▸ **EXERCISE GOAL**: Make an exact copy of the records below, excluding images.

▸ **Records contained in a dataset**:
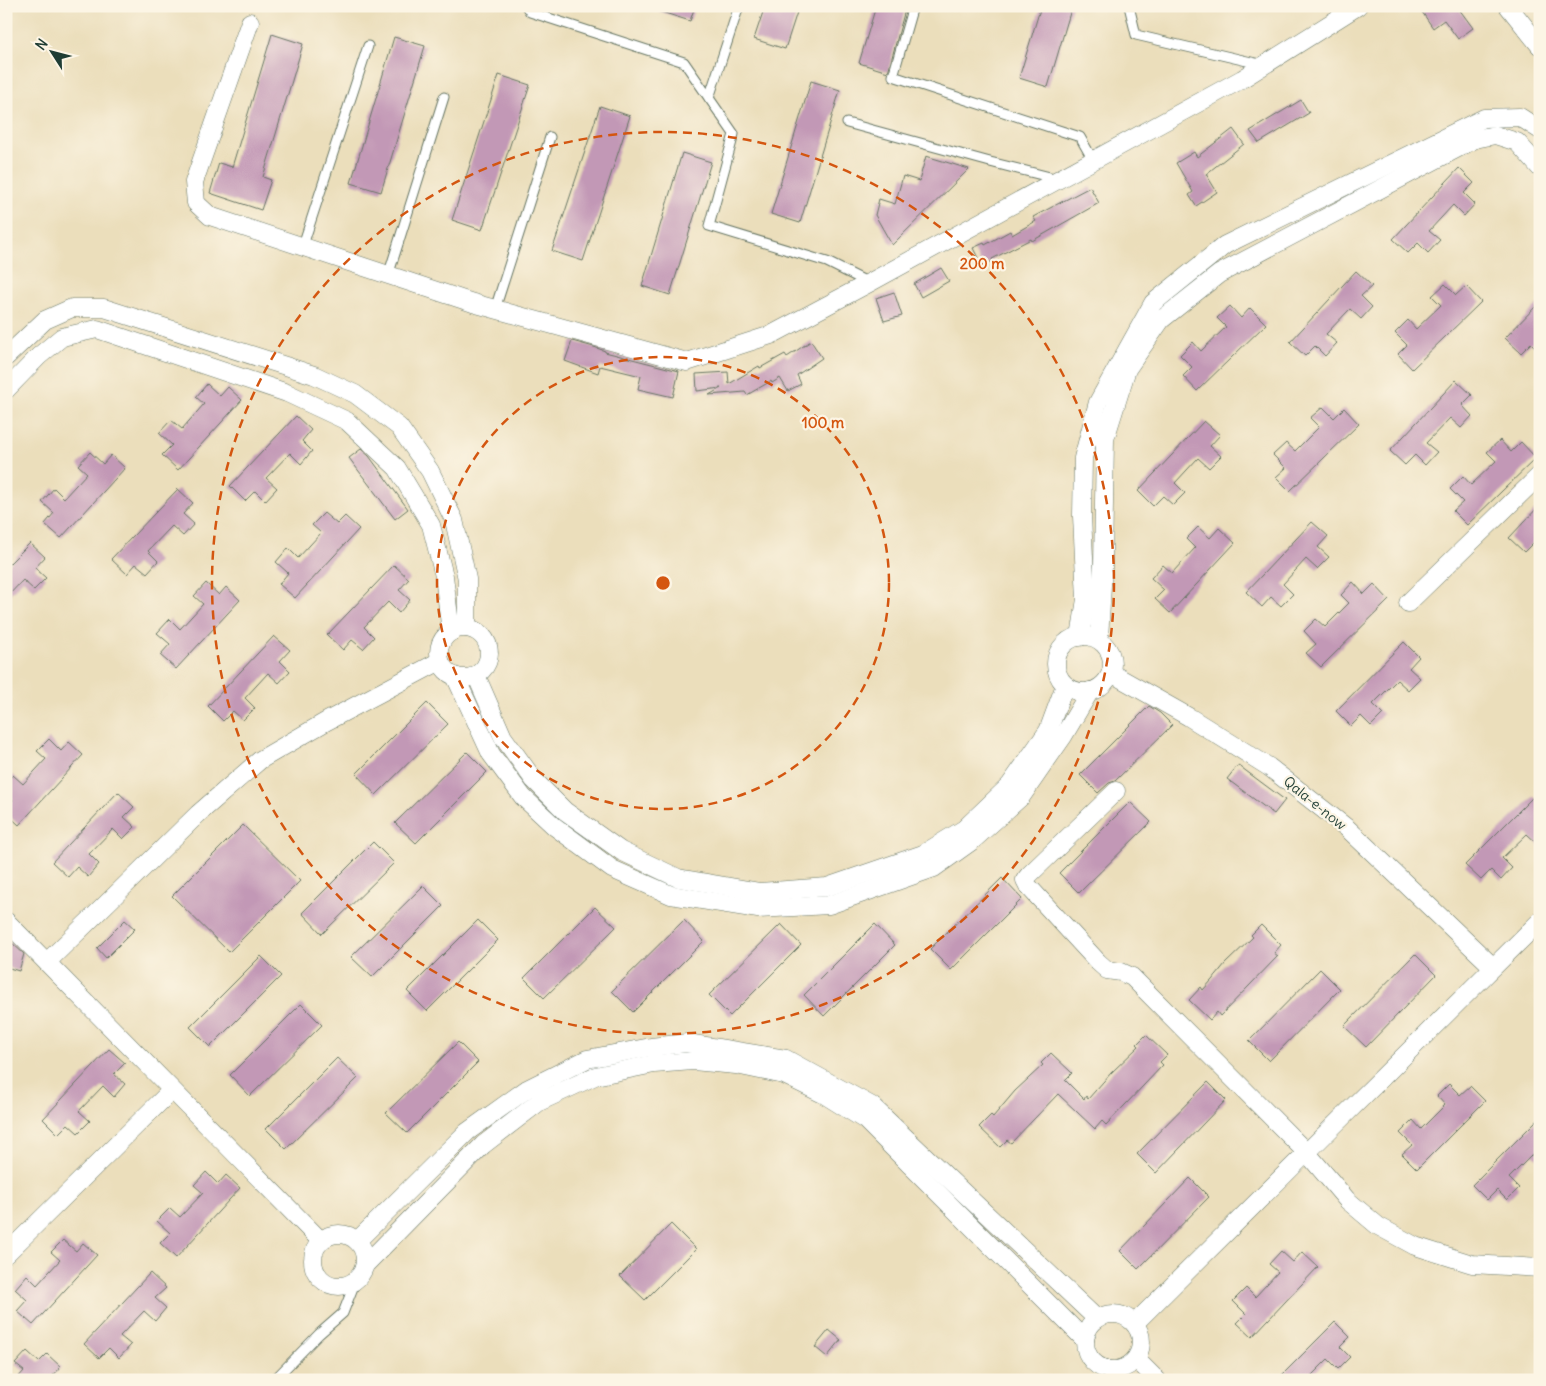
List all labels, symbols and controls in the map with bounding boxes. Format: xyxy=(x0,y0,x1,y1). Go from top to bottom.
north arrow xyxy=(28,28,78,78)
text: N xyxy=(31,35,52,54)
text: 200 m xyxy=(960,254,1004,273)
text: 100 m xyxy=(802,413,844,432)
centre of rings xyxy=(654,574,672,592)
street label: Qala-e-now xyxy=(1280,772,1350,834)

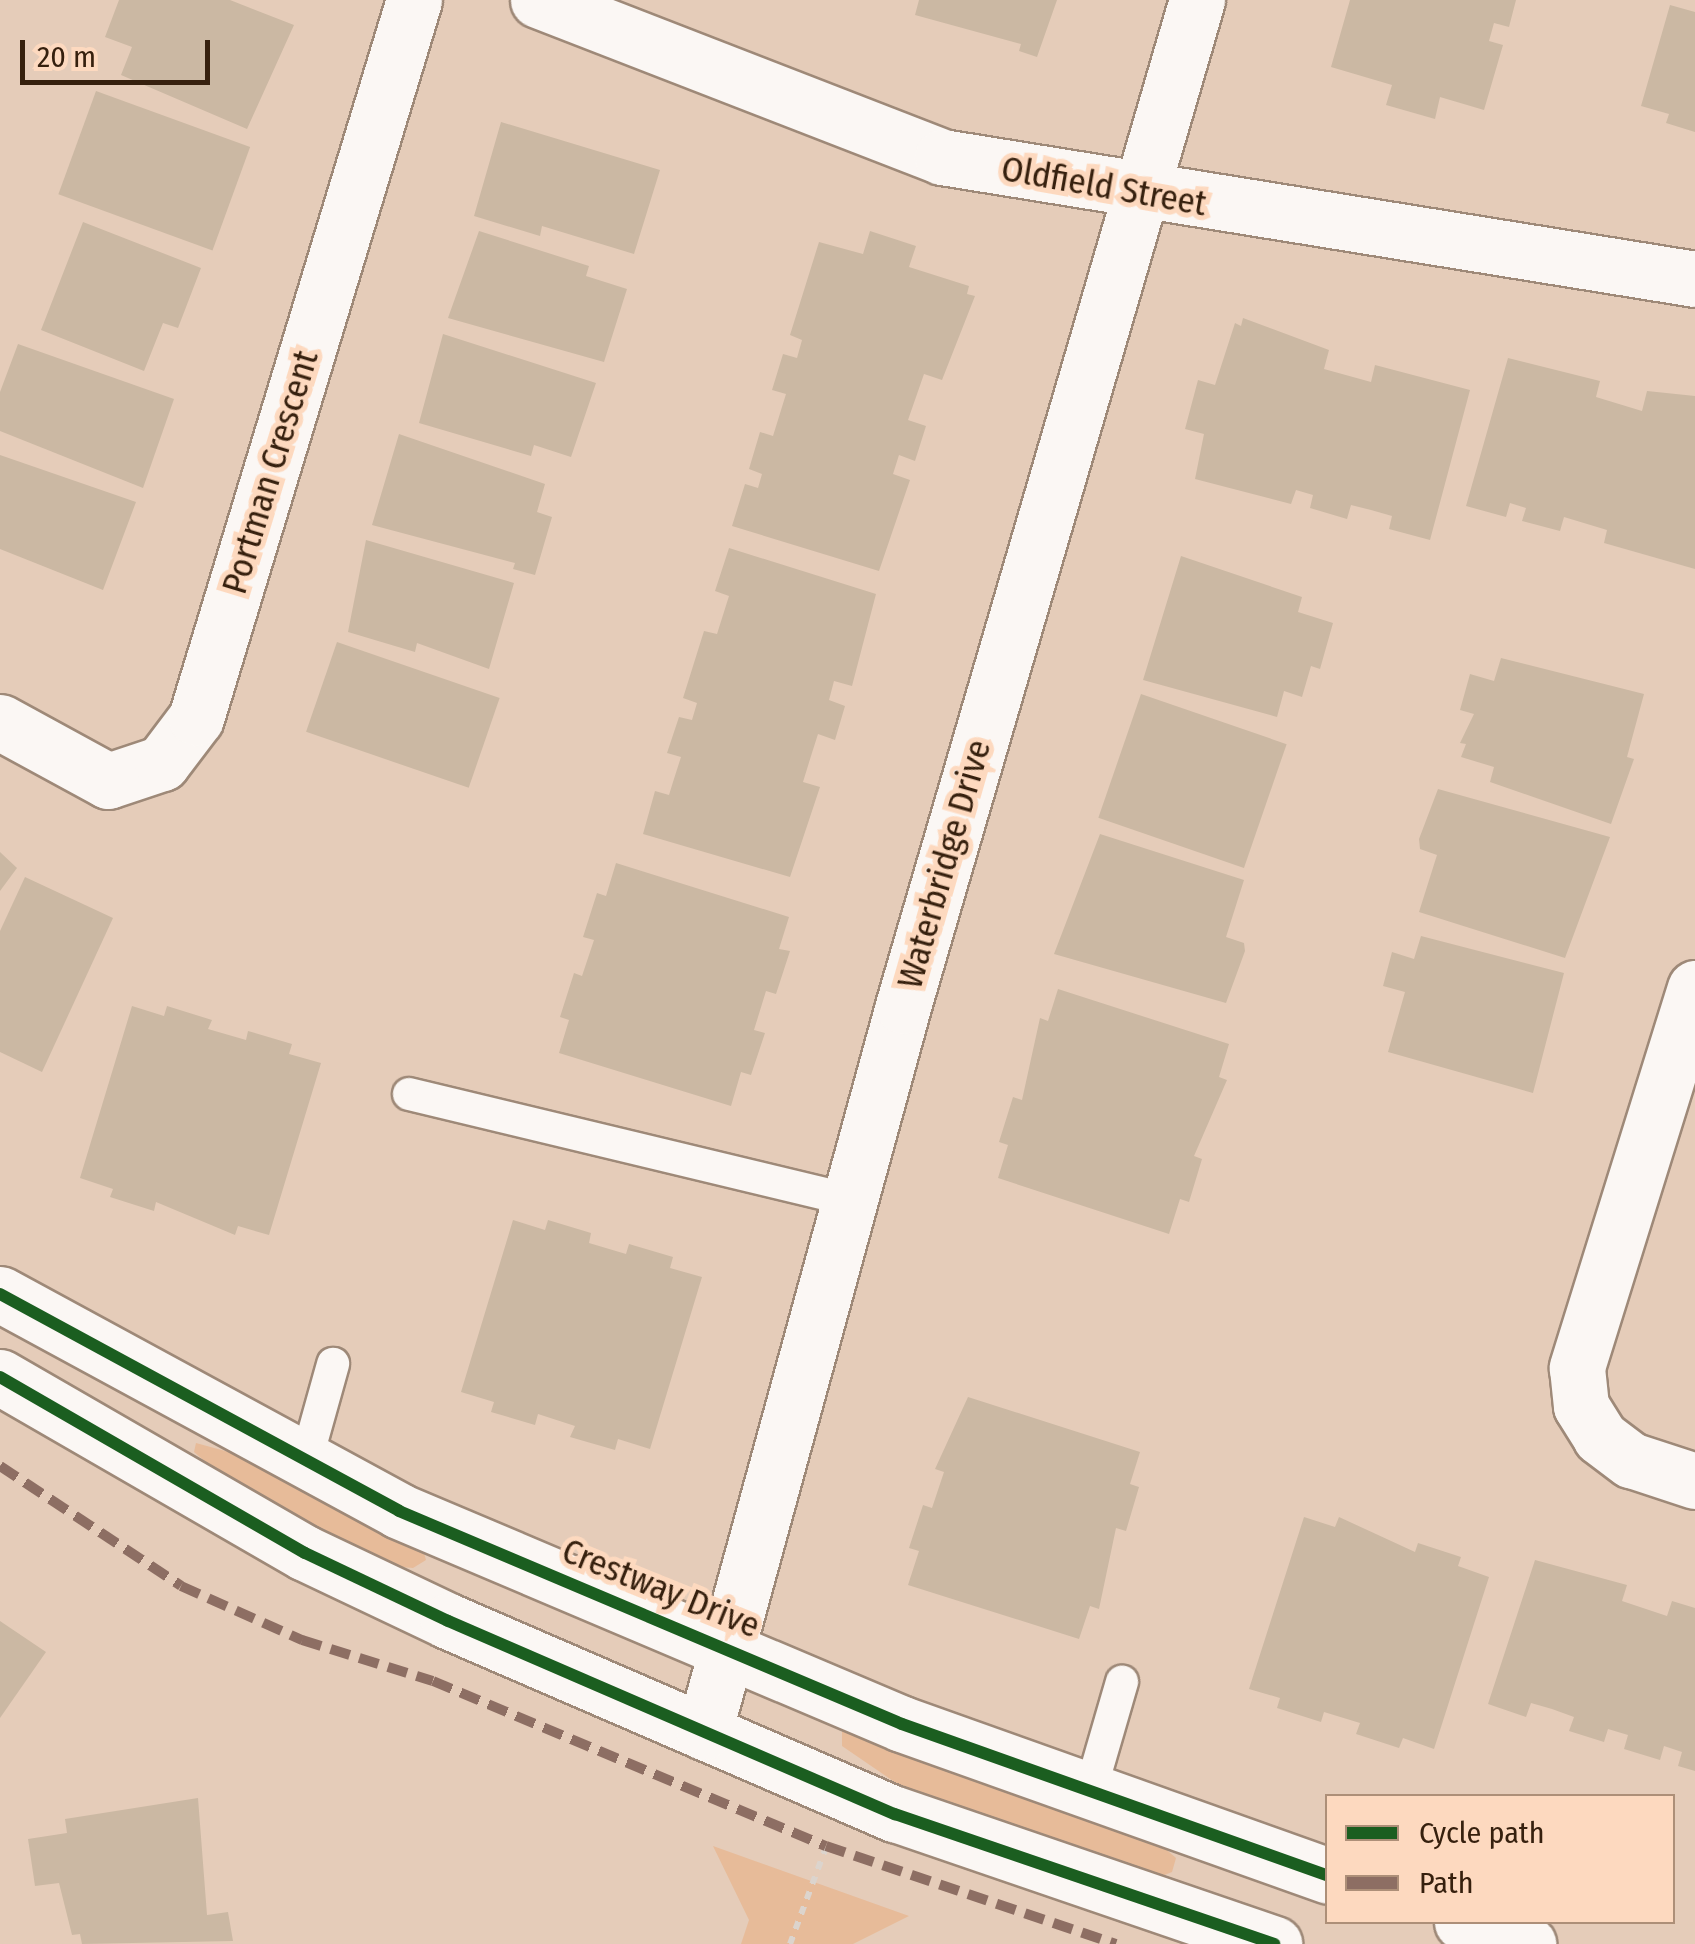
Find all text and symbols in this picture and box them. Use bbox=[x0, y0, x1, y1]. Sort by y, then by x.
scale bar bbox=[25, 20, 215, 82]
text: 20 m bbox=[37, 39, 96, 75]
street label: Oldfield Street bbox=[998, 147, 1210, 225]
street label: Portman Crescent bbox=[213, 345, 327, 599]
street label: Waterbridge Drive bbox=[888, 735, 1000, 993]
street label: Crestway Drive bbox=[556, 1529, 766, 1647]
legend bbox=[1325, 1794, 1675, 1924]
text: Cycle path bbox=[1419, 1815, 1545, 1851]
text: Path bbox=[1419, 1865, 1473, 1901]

▸ **ANSWER SPACE**:
List all labels, symbols and controls in the map with bounding boxes. Format: xyxy=(x0,y0,x1,y1). Go from top to bottom.
north arrow xyxy=(28,28,78,78)
text: N xyxy=(31,35,52,54)
text: 200 m xyxy=(960,254,1004,273)
text: 100 m xyxy=(802,413,844,432)
centre of rings xyxy=(654,574,672,592)
street label: Qala-e-now xyxy=(1280,772,1350,834)

Find all text and symbols in this picture and box them. Use bbox=[x0, y0, x1, y1]. Sort by y, then by x.
scale bar bbox=[25, 20, 215, 82]
text: 20 m bbox=[37, 39, 96, 75]
street label: Oldfield Street bbox=[998, 147, 1210, 225]
street label: Portman Crescent bbox=[213, 345, 327, 599]
street label: Waterbridge Drive bbox=[888, 735, 1000, 993]
street label: Crestway Drive bbox=[556, 1529, 766, 1647]
legend bbox=[1325, 1794, 1675, 1924]
text: Cycle path bbox=[1419, 1815, 1545, 1851]
text: Path bbox=[1419, 1865, 1473, 1901]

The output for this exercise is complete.